第8章(第2/3页)

尚扬道:“孙丽娜被偷拍是在刘卫东的家里,应该还是刘卫东本人拍的,贾鹏飞怎么拿到这么私密的视频?”

金旭道:“如果他俩很早就认识,关系还不错,刘卫东分享这种视频给他,当做是炫耀,也很合理。”

尚扬不解地问:“你一直朝着他俩早就认识的方向推测,到底有什么原因让你这么觉得?”

“说不好,直觉吧。”金旭说,“我对刘卫东这人还是有点了解的,他不太可能找个不熟的人一起设局骗孙丽娜,最后还要瓜分利益给对方。他和贾鹏飞应该在某些事上,有利益纠葛,只是咱们现在还不知道到底是什么事。”

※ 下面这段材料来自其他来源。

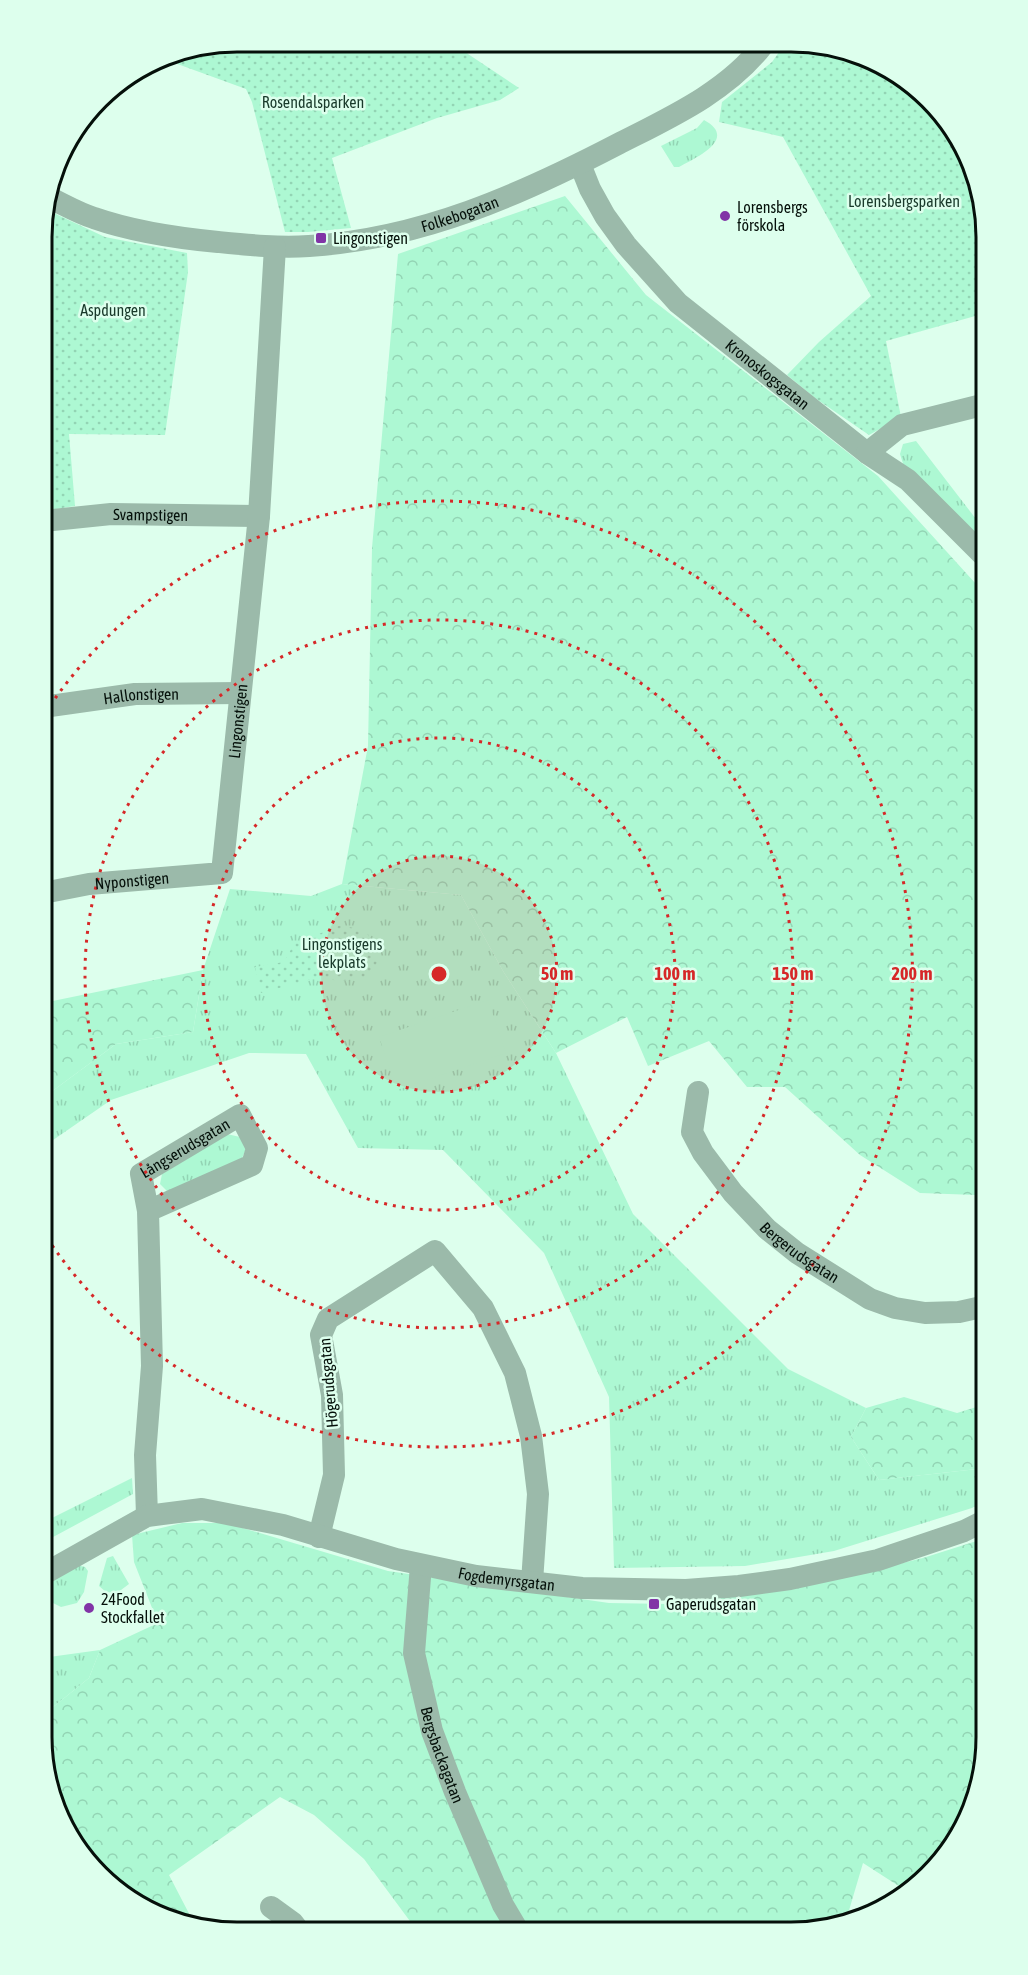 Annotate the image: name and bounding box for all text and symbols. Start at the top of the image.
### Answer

先前松山派出所的民警已经就刘卫东的行踪向他身边的人打听过,金旭等三人今天又走访一圈,得到的结果差不太多。

他的邻居都说和他不熟,大家对这种游手好闲还好赌的人,从来都是敬而远之。

他平时主要接触的人,就是他家附近一个棋牌室里的常客们。

老虎机和水果机开销太大,也不能天天玩,赌徒手痒的时候,还是靠搓搓麻将打打扑克牌来打发时间。

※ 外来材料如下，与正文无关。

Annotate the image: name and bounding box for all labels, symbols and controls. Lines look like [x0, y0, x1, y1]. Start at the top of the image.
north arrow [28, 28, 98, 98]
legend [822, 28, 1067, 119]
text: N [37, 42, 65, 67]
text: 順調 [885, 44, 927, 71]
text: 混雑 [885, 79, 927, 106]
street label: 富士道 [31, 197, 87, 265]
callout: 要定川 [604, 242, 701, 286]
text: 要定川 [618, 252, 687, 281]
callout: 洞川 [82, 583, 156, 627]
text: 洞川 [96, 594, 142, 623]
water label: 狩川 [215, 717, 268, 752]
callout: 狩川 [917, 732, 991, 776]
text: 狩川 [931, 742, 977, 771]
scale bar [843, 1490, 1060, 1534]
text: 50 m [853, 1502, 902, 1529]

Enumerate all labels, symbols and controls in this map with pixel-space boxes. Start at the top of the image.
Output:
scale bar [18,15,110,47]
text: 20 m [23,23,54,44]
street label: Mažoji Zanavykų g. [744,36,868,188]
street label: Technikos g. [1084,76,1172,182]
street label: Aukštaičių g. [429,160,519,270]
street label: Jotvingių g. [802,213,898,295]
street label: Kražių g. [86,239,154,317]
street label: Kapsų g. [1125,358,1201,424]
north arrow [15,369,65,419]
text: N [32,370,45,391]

牌桌上的人,个顶个爱吹牛皮,互相也知道对方嘴里没几句实话,因而想找个真正熟悉刘卫东的“朋友”,还不太容易。

例如说他半年来欺骗孙丽娜这位离异有钱女的事,他的几位牌友就只是模模糊糊知道,有个开花店的女人借给他几万块钱,他全拿去玩了,打了水漂。

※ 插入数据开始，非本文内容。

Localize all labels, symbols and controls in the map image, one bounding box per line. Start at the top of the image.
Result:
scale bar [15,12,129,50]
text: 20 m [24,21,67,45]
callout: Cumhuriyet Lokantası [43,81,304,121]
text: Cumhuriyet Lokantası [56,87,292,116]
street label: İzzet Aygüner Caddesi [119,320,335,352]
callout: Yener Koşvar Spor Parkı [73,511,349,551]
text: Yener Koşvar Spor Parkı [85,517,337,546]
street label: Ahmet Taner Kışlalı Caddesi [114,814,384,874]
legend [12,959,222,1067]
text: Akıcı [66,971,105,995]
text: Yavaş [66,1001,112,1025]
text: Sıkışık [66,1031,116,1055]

“上次有警察来问过,我们知道的都说过了,听他说欠了别人好几万,还是还不起了,就想去外面找门路赚点钱,有十来天没来过,上次来还是十三号。”棋牌室负责人被问过一遍,知道公安会问什么,不等金旭开口,自己先复数了一遍,最后还不忘补充,“我们棋牌室是正经棋牌室,打牌就是消遣,不玩钱的。”

不玩钱是不可能的,不过是没有豪赌,睁一只眼闭一只眼就算了,这种事本身也不可能彻底杜绝。

金旭问负责人以及刘卫东的几个牌友:“刘卫东有提过贾鹏飞这个人吗?”

众人表示没有。

但当金旭把贾鹏飞的照片给他们看时,一个中年大姐说:“他是不是胳膊上纹了条龙?我在楼底下见过他一回,他来给刘卫东送钱,我看见刘卫东把钱点了点装进兜里,有大几千块。”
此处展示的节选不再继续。